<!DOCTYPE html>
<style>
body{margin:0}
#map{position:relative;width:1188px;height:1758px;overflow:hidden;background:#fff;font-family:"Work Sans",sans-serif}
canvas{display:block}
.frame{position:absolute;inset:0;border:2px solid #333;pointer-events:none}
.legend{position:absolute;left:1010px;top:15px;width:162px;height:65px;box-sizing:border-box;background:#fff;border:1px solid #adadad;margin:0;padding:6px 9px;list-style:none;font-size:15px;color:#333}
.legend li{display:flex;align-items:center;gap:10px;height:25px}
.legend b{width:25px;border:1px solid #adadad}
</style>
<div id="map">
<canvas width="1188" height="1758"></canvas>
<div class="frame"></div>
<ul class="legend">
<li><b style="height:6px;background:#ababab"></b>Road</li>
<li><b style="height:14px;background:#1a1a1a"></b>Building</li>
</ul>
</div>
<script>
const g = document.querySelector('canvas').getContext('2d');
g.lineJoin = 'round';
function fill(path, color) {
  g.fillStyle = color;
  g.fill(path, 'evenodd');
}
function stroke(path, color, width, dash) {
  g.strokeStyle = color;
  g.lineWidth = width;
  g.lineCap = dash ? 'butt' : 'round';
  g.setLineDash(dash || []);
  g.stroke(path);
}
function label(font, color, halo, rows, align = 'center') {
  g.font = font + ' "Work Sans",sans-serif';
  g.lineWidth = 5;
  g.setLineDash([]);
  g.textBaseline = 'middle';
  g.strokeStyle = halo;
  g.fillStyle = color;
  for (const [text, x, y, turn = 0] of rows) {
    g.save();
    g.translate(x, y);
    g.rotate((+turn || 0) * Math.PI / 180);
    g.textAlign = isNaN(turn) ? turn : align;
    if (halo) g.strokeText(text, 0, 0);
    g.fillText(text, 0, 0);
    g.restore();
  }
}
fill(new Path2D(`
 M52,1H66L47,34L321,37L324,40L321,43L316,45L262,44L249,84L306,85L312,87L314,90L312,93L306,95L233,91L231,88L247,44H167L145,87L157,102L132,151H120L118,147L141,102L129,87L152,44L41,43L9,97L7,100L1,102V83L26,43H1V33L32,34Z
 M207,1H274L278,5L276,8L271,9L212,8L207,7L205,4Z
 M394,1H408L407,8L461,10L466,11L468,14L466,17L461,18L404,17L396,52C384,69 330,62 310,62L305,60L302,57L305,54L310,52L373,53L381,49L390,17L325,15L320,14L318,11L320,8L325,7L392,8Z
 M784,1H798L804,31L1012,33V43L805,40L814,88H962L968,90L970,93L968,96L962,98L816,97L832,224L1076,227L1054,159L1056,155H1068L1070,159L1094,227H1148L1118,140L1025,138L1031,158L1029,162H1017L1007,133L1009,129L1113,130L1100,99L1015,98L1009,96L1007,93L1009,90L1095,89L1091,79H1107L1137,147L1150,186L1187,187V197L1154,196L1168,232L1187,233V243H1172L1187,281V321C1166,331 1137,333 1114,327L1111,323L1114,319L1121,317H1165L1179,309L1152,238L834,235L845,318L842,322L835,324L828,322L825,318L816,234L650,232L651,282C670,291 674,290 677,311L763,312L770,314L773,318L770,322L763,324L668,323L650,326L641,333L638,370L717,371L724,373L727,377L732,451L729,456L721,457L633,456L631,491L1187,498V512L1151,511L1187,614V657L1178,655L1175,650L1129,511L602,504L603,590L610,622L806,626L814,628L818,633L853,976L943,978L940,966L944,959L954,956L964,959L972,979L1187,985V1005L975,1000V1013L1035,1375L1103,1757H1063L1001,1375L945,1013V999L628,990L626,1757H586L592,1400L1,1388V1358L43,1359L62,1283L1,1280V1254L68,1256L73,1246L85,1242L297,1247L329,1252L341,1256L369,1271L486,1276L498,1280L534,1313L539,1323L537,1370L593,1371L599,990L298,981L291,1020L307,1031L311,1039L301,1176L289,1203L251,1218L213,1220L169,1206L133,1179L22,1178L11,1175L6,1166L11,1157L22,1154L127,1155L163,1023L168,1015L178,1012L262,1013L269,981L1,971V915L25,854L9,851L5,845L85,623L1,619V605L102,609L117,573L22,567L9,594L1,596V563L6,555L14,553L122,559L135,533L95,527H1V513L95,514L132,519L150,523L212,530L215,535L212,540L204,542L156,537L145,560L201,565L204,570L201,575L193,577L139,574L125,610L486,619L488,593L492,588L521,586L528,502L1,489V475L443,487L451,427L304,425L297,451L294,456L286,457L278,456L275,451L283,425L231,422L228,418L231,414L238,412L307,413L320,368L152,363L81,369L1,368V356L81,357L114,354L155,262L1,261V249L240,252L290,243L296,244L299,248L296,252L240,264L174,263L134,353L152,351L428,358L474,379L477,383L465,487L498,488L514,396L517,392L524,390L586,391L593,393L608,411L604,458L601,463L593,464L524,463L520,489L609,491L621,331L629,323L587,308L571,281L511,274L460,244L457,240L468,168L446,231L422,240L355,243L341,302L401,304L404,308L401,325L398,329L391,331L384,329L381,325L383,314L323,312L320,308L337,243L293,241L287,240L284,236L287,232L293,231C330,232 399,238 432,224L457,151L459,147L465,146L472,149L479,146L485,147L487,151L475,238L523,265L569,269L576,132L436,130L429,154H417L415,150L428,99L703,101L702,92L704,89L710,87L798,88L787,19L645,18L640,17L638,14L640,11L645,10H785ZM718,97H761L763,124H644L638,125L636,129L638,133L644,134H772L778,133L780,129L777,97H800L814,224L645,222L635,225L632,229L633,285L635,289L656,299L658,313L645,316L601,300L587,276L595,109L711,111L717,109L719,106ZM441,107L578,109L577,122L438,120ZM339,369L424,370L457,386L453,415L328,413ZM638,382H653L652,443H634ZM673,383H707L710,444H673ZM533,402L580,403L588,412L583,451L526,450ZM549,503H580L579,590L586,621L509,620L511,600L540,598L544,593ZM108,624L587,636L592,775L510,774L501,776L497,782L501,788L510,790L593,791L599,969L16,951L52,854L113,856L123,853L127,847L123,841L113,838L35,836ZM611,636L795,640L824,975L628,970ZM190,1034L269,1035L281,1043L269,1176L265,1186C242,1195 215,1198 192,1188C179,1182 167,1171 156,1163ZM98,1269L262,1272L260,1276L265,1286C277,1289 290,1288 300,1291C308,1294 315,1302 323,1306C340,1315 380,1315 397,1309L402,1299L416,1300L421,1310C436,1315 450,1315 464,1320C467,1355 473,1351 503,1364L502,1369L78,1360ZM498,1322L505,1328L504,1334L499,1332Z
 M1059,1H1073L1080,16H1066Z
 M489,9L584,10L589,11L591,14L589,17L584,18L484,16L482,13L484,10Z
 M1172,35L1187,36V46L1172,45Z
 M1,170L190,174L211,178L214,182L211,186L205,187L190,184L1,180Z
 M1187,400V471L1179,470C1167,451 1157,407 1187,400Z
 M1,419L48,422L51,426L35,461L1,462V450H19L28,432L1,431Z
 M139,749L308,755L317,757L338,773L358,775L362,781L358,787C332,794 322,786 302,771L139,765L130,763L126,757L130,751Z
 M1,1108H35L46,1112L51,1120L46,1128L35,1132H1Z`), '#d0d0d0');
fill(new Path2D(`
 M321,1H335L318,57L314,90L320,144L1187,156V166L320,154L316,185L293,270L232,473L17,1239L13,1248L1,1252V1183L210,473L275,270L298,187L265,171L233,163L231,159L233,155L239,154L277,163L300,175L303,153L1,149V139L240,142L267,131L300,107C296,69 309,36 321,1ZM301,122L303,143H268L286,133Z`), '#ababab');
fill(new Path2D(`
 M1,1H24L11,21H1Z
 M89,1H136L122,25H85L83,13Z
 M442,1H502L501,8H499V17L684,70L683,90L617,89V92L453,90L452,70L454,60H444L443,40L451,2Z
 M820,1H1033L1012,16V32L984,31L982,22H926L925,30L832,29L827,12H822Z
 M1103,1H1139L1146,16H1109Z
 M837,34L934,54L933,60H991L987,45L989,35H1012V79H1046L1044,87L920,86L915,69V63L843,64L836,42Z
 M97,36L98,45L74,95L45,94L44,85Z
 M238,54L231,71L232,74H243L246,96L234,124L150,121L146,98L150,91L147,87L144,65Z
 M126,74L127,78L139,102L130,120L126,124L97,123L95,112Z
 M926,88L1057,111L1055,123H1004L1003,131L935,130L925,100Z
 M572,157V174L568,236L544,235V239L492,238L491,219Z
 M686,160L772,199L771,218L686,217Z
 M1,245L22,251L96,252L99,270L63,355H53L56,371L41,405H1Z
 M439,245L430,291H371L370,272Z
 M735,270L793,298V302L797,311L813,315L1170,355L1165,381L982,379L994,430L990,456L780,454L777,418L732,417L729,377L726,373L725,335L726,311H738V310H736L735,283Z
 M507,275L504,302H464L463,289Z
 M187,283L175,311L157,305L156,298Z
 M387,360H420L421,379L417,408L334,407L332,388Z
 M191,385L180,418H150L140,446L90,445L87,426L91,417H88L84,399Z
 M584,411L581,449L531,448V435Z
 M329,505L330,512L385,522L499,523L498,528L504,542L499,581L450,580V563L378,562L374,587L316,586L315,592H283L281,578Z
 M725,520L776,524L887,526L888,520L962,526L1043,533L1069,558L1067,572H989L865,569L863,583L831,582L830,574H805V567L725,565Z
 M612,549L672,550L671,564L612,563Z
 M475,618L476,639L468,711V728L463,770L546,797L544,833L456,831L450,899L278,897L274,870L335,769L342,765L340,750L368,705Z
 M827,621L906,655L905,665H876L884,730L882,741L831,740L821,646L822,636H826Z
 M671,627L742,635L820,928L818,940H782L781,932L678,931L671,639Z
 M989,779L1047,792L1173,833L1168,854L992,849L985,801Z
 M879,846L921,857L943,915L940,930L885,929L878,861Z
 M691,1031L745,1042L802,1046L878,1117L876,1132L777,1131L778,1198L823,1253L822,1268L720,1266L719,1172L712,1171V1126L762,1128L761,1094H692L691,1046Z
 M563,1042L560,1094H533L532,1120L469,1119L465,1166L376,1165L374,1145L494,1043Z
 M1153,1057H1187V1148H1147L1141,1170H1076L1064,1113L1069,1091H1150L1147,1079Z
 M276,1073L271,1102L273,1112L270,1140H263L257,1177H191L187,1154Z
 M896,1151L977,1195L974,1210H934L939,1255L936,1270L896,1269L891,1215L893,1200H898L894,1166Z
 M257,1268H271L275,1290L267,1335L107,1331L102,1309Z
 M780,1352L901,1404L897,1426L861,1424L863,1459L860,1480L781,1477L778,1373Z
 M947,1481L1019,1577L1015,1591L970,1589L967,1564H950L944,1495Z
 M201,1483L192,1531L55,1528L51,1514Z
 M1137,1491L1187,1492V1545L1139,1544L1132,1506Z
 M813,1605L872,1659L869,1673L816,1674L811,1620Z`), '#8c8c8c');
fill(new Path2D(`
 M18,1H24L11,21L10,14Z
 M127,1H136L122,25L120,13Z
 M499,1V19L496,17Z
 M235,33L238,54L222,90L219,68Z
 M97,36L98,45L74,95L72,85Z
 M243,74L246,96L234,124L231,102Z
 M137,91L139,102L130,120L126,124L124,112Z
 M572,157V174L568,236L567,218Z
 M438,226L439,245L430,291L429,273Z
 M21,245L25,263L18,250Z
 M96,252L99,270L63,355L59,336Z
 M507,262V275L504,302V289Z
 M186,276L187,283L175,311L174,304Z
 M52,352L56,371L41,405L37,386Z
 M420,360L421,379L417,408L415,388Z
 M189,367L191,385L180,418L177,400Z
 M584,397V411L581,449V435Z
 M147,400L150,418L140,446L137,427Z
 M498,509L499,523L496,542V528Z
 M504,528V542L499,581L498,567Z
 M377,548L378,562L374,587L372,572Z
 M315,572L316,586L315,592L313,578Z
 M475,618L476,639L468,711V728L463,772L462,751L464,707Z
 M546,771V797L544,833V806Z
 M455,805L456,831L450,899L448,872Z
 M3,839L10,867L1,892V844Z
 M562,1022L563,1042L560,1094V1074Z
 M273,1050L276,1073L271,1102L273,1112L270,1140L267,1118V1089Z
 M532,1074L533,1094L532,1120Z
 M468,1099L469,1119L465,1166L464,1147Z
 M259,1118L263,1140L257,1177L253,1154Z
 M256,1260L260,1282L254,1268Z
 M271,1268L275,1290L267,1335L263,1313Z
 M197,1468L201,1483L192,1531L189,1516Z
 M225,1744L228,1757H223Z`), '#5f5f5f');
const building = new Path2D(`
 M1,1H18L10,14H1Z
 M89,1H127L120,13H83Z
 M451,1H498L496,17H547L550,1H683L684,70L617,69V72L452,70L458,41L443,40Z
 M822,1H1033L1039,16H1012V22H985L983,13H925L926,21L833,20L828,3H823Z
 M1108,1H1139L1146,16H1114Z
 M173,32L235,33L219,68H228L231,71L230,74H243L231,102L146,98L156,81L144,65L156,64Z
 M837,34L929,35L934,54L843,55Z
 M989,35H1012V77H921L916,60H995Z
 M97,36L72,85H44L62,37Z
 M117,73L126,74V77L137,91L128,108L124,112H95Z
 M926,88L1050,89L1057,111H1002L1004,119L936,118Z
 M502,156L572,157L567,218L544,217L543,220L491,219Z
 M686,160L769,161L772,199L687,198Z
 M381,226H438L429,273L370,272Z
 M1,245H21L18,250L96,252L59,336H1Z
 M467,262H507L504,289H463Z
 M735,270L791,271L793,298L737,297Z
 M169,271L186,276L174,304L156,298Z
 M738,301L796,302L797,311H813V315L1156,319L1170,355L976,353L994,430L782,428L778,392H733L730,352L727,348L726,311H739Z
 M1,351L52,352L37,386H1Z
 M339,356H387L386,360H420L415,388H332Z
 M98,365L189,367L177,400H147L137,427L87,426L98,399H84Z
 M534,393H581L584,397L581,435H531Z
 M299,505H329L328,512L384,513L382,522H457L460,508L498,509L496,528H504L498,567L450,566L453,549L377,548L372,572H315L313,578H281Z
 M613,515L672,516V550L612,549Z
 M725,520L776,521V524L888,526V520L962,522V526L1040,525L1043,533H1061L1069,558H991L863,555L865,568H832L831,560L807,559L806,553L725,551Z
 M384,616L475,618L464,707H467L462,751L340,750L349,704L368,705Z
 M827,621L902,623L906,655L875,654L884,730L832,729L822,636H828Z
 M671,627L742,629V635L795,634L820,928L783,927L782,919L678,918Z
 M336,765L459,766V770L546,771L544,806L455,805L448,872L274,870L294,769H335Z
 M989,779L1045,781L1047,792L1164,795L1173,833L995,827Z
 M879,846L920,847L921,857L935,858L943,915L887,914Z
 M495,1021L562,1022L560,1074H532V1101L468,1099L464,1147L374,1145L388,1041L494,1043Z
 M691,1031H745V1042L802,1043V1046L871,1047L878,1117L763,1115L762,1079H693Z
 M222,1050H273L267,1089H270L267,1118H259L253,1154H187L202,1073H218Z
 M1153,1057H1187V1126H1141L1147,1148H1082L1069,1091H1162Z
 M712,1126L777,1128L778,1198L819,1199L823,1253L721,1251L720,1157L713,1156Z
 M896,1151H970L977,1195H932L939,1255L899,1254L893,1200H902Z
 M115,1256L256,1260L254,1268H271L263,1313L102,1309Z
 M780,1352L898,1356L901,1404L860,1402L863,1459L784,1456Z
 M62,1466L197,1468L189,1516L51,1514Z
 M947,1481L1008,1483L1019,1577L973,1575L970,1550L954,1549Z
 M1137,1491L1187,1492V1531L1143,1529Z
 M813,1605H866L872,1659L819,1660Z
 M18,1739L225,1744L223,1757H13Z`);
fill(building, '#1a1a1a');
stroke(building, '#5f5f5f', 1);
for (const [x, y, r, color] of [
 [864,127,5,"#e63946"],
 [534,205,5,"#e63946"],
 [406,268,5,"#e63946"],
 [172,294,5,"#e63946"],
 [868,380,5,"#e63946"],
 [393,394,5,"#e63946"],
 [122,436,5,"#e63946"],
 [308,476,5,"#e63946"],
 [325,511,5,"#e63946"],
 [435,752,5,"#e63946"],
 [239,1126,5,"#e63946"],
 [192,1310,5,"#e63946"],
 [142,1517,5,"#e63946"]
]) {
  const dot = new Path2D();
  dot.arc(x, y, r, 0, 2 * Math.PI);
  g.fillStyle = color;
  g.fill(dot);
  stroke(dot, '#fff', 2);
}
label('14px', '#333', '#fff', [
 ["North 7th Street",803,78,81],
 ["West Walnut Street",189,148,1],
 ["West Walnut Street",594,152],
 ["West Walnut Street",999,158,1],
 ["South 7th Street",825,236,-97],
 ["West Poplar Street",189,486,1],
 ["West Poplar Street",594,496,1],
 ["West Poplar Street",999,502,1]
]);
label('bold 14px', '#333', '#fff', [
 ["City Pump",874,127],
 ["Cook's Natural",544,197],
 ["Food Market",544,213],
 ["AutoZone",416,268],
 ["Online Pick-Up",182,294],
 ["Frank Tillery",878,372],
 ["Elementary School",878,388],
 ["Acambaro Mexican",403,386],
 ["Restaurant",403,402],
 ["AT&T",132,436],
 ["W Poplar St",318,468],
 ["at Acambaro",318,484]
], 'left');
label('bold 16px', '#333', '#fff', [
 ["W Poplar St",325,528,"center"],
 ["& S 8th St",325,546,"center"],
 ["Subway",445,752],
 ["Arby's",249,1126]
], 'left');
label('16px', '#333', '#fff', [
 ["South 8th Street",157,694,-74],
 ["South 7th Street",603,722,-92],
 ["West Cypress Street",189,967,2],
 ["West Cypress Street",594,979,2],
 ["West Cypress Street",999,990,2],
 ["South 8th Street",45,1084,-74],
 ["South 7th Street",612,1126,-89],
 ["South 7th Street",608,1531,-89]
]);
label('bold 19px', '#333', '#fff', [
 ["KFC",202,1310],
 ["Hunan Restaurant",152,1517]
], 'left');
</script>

***

Once you have gone through the listing, state the number of lines holding the word "canvas" and nothing else.

3